Problem description:
Write out every line below that includes the word "headline".

------ Listed entries ------

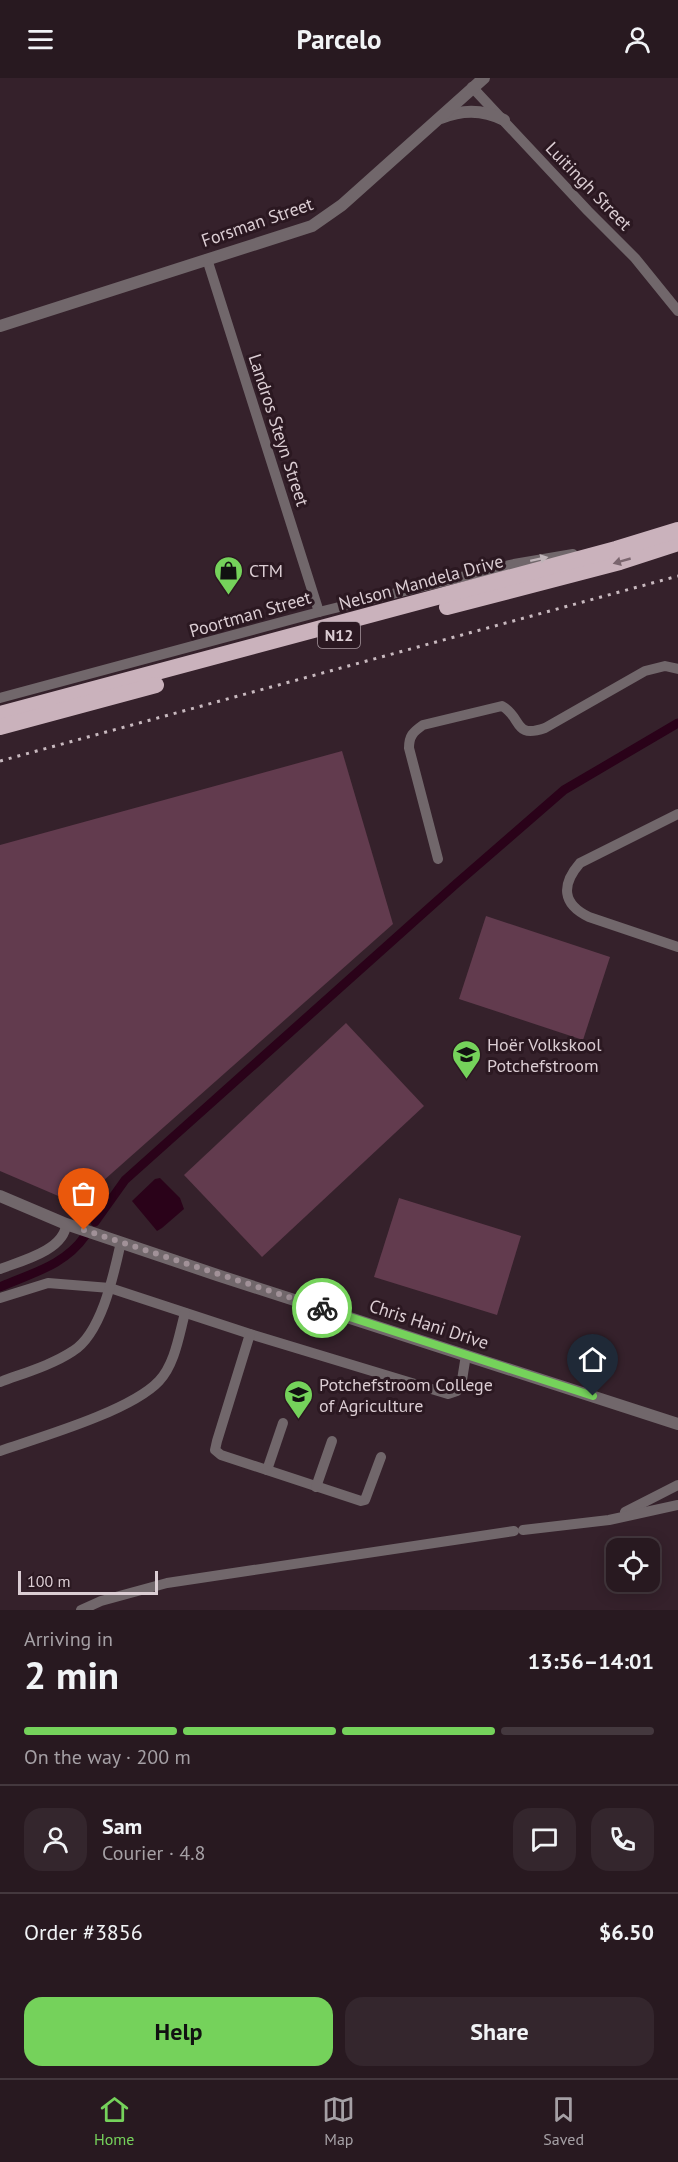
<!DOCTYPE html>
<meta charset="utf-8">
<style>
:root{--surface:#281920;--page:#34262d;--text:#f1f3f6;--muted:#a5a0a5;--line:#44383e;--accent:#75d25b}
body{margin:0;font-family:"PT Sans",sans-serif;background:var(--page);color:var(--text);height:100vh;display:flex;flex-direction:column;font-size:22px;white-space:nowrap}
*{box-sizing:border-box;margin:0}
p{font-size:20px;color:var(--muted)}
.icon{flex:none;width:33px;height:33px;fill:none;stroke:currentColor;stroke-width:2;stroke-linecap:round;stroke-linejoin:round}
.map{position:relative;height:1532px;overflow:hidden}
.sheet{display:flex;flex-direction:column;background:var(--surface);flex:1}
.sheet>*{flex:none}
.buttons{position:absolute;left:606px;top:1460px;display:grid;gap:12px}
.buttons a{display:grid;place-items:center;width:54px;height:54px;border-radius:12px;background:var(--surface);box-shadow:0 3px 15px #0003,0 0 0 2px var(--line);font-size:30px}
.scale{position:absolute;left:18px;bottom:15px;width:140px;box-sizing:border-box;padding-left:6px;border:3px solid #dbcdd3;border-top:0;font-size:16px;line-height:21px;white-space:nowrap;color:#dbcdd3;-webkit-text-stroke:4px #2b1821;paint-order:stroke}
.pin{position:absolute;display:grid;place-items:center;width:51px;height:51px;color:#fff;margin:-62px -26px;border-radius:50% 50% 50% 0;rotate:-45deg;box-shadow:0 0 6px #0007}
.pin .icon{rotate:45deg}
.courier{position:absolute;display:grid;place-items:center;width:60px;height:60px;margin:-30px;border:4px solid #75d25b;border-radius:50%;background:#fff;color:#222;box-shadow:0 2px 8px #0007}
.headline em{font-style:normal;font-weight:700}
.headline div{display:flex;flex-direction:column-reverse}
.headline{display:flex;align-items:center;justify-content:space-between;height:102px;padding:0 24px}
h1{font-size:39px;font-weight:700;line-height:45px}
.bar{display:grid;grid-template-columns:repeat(4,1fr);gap:9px 6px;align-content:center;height:72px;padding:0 24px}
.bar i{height:8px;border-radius:4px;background:var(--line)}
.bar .on{background:var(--accent)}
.bar p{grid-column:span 4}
.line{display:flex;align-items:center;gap:15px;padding:0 24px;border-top:2px solid var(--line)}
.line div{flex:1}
.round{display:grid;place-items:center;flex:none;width:63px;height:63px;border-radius:18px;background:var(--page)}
.cta{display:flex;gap:12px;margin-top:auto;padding:12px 24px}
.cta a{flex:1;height:69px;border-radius:18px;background:var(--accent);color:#111;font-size:24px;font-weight:700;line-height:69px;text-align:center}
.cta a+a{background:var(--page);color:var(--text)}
header{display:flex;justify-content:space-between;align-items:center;height:78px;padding:0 24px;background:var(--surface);font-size:27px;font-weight:700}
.dock{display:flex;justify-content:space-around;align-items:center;height:84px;border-top:2px solid var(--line);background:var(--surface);font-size:16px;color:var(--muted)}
.dock a{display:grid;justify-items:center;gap:3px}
.dock .on{color:var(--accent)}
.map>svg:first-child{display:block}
</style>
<header><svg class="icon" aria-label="menu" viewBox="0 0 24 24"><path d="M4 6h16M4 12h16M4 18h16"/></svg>Parcelo<svg class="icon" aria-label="person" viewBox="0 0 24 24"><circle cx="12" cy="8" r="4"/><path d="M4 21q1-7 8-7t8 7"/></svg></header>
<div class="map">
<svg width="678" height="1532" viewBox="0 0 678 1532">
<rect width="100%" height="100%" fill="#35212b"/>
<!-- green -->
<g fill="#623b4e">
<polygon points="342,673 393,846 77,1126 0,1093 0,767"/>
<polygon points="486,838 610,879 583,962 459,921"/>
<polygon points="346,945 424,1028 262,1179 184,1097"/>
<polygon points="399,1120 521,1158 497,1237 374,1199"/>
</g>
<!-- water -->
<polygon fill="#2a0219" points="160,1100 180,1120 184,1131 162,1150 157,1153 132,1123 155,1101"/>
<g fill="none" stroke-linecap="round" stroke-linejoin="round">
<!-- canal -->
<g stroke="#2a0219" stroke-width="9">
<polyline points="95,1144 125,1102 457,805 564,712 678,645"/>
<path d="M0 1209C32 1195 65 1187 85 1158"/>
</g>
<!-- minor -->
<g stroke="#71676b" stroke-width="10">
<polyline points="472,9 588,133 635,180 678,233"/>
<polyline points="207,181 319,534"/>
<polyline points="0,620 319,534 514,486 573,476"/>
<path d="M678 736 580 785C561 807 562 826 589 839L678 869"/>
<path d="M438 781 409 670C409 658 413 654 423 647L502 628C523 640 513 661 545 650L645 593 665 588 678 591"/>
<path d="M0 1191C21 1183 65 1172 66 1146"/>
<polyline points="0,1220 48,1205 110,1210 250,1256 448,1316 457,1313 462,1302 466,1277"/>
<polyline points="250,1256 217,1363 215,1372 221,1377 361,1423 365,1422 381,1379"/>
<path d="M0 1304C24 1295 52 1287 73 1273 102 1255 114 1195 121 1164"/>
<path d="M0 1373C41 1359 131 1333 159 1303 175 1286 179 1257 185 1235"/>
<polyline points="267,1392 283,1345"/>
<polyline points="316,1409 332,1363"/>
<polyline points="625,1434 678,1407"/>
<polyline points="523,1452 609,1442 678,1427"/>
<polyline points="81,1532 101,1523 167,1505 514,1453"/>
</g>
<!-- tertiary -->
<g stroke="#71676b" stroke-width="12">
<path d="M441 40C463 31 483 31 504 42"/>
<polyline points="0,248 312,148 342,127 484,0"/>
<polyline points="0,1118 66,1146 217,1197 678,1346"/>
</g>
<!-- trunk -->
<g stroke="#cab2bc" stroke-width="16">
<polyline points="447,529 620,484 678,465"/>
<polyline points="0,636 616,471 678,452"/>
<polyline points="0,649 156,607"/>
</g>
<!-- rail -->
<polyline stroke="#c8b9bf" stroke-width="3" stroke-dasharray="3 6" stroke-linecap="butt" points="0,683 678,498"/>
</g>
<!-- one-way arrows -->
<defs><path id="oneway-solid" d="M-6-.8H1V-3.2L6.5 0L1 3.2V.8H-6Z" transform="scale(1.5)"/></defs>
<use fill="#c0b4b9" href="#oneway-solid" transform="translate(539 481) rotate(-12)"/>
<use fill="#7a656e" href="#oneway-solid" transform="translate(622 483) rotate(164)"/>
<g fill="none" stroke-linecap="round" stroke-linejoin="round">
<!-- done -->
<polyline stroke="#a19198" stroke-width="6" stroke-dasharray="0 10.8" points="84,1152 322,1230"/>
<!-- route -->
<polyline stroke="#75d25b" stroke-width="8" points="322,1230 593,1318"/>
</g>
<!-- icons -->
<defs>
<symbol id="shop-pin" viewBox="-11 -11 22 30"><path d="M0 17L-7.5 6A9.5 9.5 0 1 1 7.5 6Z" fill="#75d25b" stroke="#2b1821"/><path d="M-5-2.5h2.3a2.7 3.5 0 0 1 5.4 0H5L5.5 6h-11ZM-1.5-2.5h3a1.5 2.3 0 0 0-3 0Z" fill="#111"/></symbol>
<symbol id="school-pin" viewBox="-11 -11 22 30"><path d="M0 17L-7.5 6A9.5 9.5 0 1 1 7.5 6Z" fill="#75d25b" stroke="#2b1821"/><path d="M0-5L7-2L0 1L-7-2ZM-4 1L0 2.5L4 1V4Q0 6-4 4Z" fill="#111"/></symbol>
<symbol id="university-pin" viewBox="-11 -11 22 30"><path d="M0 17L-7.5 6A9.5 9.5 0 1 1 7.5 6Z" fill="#75d25b" stroke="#2b1821"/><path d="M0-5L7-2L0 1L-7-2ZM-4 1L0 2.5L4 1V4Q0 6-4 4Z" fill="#111"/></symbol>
</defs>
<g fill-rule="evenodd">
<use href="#shop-pin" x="212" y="476" width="33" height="45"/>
<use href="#school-pin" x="450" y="960" width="33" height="45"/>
<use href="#university-pin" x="282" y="1300" width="33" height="45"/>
</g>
<g text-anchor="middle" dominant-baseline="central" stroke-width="6" stroke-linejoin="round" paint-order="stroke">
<!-- shield labels -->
<rect fill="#2b1821" stroke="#a6979e" stroke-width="1.5" x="318" y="544" width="42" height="26" rx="4.5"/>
<g font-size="16" font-weight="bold" fill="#dbcdd3">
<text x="339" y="557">N12</text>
</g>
<!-- street labels -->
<g font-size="18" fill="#dbcdd3" stroke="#2b1821">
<text transform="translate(589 108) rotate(46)">Luitingh Street</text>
<text transform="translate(257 144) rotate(-19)">Forsman Street</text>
<text transform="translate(279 352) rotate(72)">Landros Steyn Street</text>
<text transform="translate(421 504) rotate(-15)">Nelson Mandela Drive</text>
<text transform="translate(250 536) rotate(-16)">Poortman Street</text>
<text transform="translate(429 1246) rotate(18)">Chris Hani Drive</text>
</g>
<!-- poi labels -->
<g font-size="18" fill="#dbcdd3" stroke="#2b1821" text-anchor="start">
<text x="249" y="492">CTM</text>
<text x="487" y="966">Hoër Volkskool<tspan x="487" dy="21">Potchefstroom</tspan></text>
<text x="319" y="1306">Potchefstroom College<tspan x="319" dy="21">of Agriculture</tspan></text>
</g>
</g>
</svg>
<div class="buttons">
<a><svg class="icon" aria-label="locate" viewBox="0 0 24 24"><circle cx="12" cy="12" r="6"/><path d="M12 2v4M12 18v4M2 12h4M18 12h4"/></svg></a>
</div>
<div class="scale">100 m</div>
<div class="pin" style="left:84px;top:1152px;background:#ea580c"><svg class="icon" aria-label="bag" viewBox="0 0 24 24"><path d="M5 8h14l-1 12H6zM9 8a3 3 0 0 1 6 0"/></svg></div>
<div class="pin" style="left:593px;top:1318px;background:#1f2937"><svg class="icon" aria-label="home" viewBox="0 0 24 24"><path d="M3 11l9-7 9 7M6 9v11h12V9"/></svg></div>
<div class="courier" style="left:322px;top:1230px"><svg class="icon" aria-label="bike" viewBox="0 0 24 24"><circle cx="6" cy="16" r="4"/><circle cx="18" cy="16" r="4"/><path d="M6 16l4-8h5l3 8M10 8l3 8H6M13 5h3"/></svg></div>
</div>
<section class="sheet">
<div class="headline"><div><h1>2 min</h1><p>Arriving in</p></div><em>13:56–14:01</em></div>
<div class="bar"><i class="on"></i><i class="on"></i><i class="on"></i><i></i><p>On the way · 200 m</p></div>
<div class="line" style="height:108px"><a class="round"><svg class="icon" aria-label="person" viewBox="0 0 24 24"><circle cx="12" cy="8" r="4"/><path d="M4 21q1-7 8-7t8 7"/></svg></a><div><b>Sam</b><p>Courier · 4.8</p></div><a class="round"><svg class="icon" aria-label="chat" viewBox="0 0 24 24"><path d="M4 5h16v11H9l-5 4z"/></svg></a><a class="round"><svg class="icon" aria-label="phone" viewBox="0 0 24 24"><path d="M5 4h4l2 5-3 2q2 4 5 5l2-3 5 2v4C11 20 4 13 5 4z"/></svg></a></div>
<div class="line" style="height:78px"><div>Order #3856</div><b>$6.50</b></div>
<div class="cta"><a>Help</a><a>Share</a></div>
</section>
<nav class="dock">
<a class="on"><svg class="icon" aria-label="home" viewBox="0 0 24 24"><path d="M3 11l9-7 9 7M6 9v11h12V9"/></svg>Home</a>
<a><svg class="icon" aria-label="map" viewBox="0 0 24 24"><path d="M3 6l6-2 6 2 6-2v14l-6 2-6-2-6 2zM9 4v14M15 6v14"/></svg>Map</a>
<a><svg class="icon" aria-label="saved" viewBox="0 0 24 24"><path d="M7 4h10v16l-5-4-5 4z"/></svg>Saved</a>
</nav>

------

Solved exercise:
.headline em{font-style:normal;font-weight:700}
.headline div{display:flex;flex-direction:column-reverse}
.headline{display:flex;align-items:center;justify-content:space-between;height:102px;padding:0 24px}
<div class="headline"><div><h1>2 min</h1><p>Arriving in</p></div><em>13:56–14:01</em></div>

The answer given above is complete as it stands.